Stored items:
┏━━

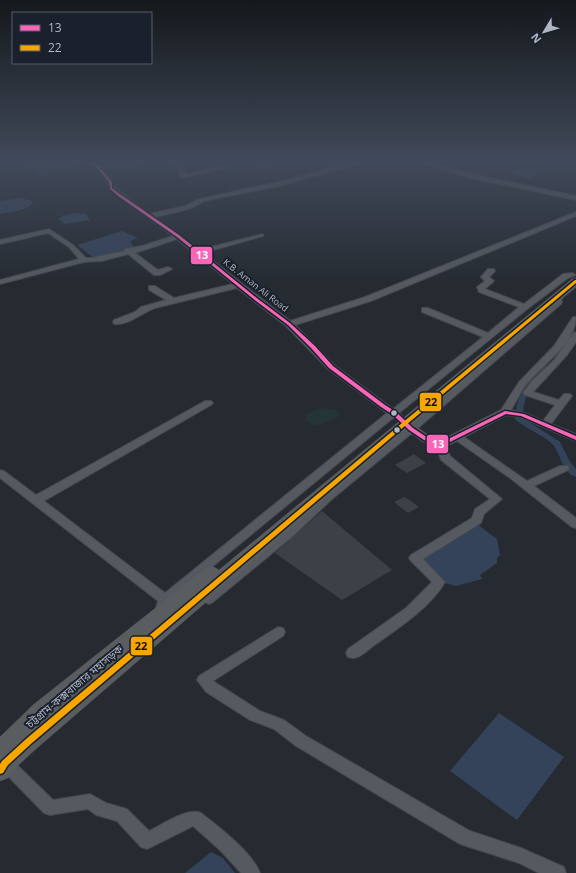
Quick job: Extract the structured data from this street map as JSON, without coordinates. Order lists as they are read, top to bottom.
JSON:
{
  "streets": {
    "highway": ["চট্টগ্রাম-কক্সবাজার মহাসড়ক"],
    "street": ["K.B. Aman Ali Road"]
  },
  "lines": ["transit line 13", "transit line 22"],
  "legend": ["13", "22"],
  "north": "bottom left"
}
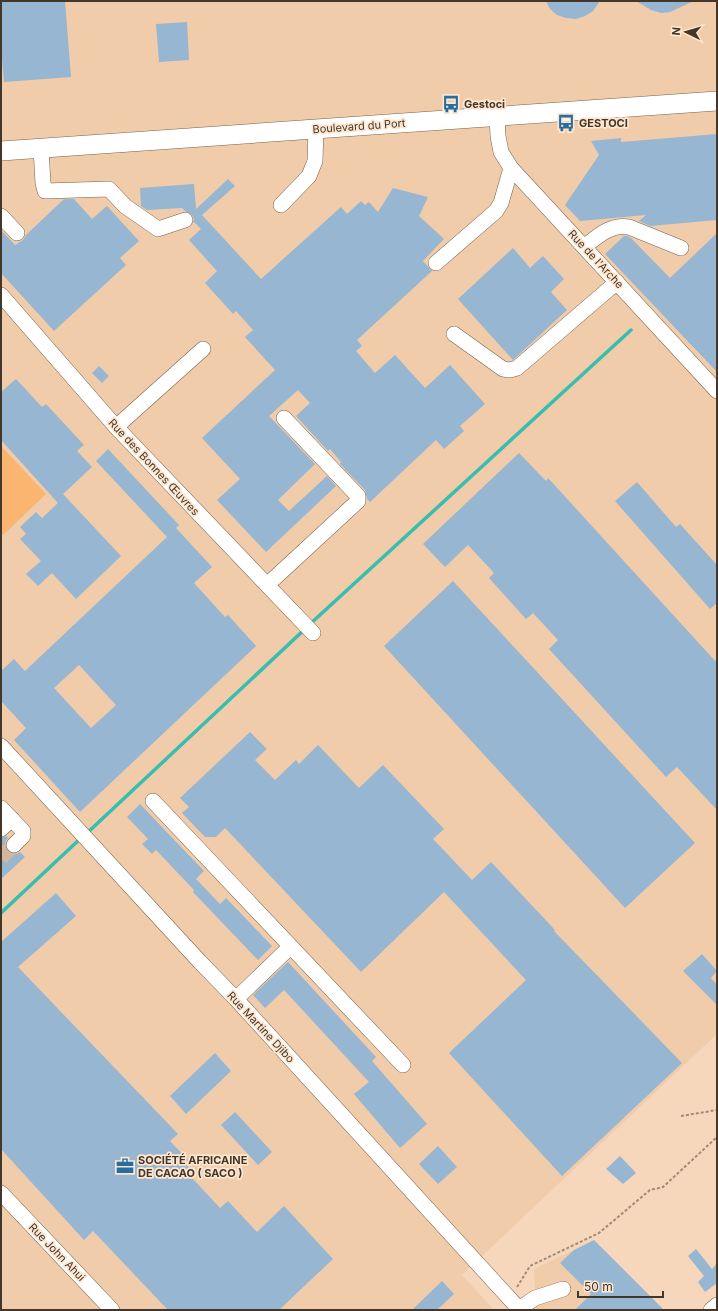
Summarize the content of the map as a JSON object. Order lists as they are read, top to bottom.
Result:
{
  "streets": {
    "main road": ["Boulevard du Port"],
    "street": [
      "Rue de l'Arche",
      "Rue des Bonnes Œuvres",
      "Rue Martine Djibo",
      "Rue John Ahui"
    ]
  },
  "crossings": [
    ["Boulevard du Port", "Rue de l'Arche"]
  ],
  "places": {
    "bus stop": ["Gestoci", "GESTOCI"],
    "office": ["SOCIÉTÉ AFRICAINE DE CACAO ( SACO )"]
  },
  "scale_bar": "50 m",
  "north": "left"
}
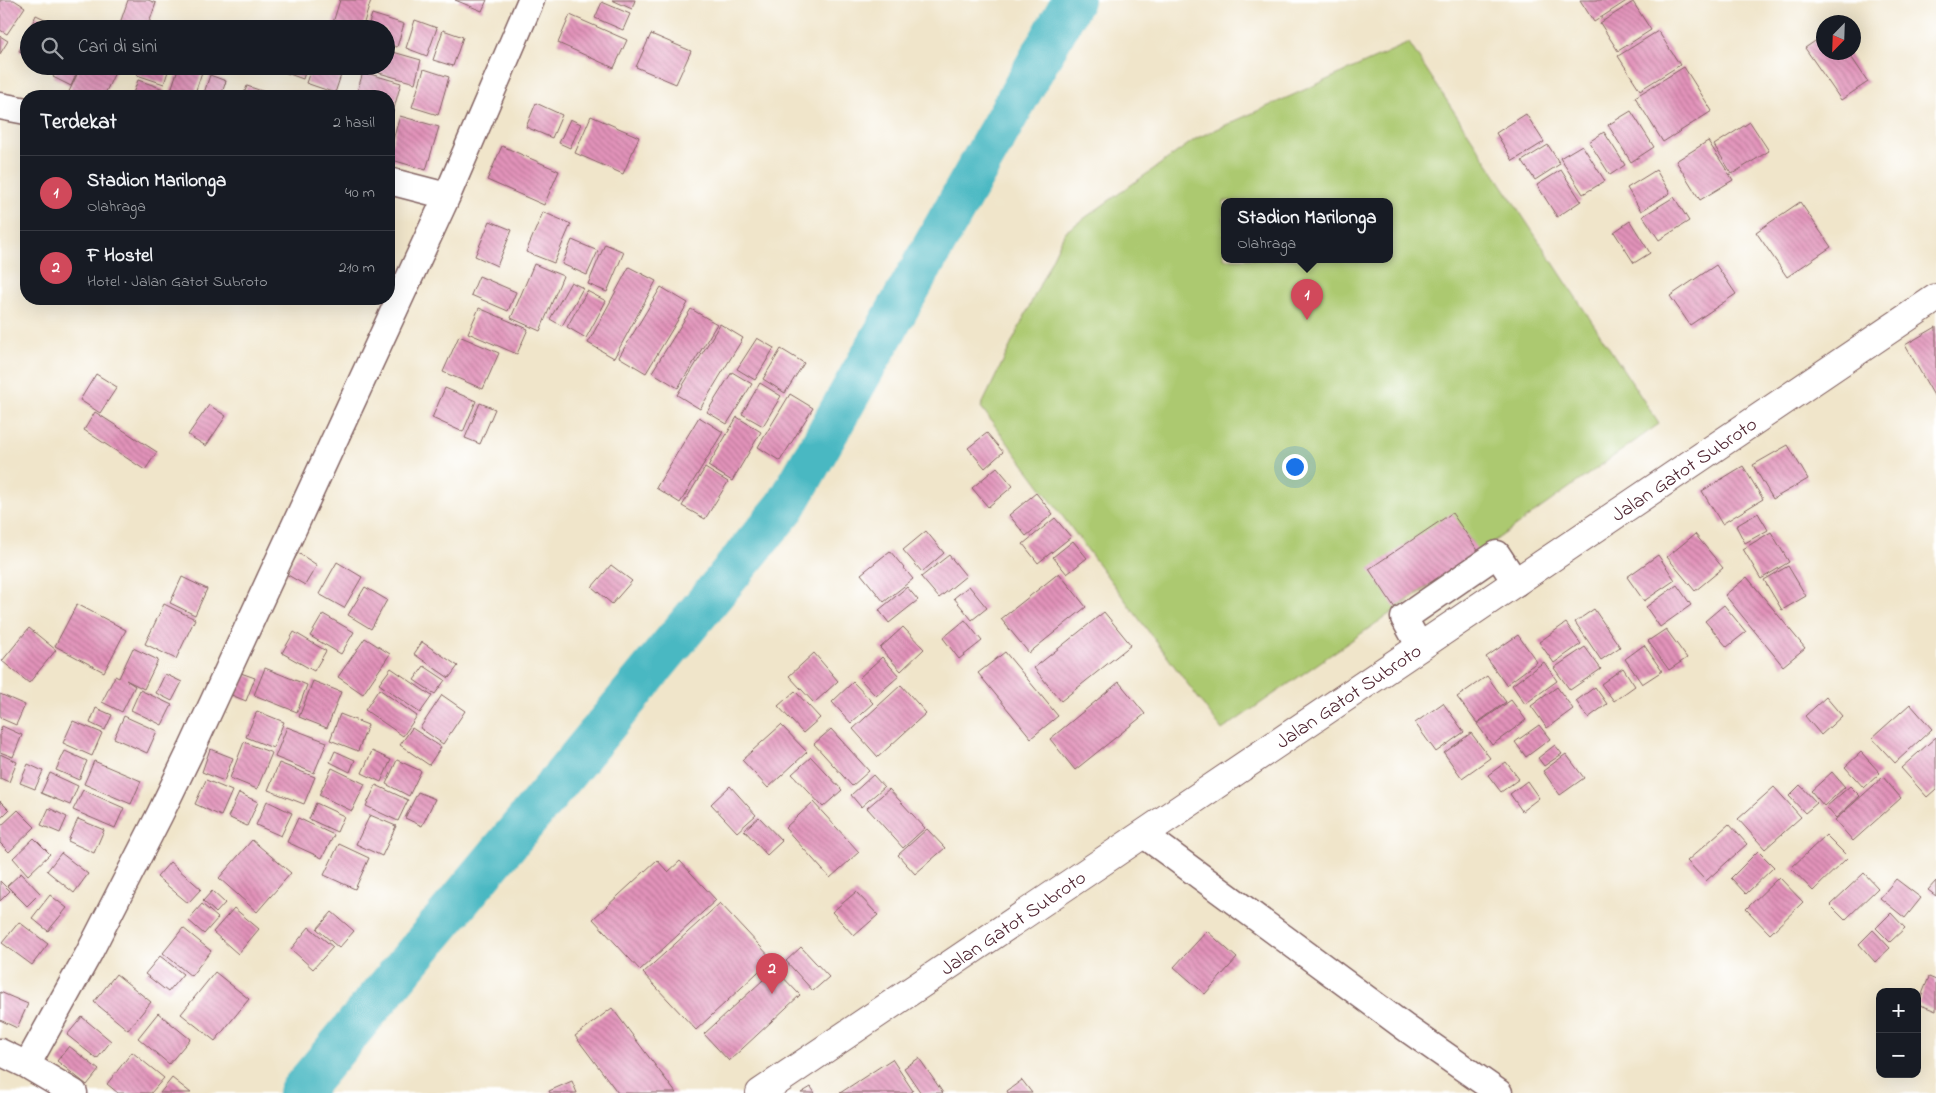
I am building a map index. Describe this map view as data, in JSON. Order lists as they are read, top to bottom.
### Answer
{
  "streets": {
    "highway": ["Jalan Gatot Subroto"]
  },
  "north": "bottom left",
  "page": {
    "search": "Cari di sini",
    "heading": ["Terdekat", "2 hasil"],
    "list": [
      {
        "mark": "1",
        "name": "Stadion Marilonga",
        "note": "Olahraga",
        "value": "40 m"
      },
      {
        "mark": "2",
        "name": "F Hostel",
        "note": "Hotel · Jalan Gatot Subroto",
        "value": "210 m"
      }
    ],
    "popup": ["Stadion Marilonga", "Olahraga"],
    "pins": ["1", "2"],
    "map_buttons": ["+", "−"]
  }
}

┗━━

#### Work to be completed
The lines to copy are those in the records above containing the word "they".

#### Solution to this task
Quick job: Extract the structured data from this street map as JSON, without coordinates. Order lists as they are read, top to bottom.
Summarize the content of the map as a JSON object. Order lists as they are read, top to bottom.
I am building a map index. Describe this map view as data, in JSON. Order lists as they are read, top to bottom.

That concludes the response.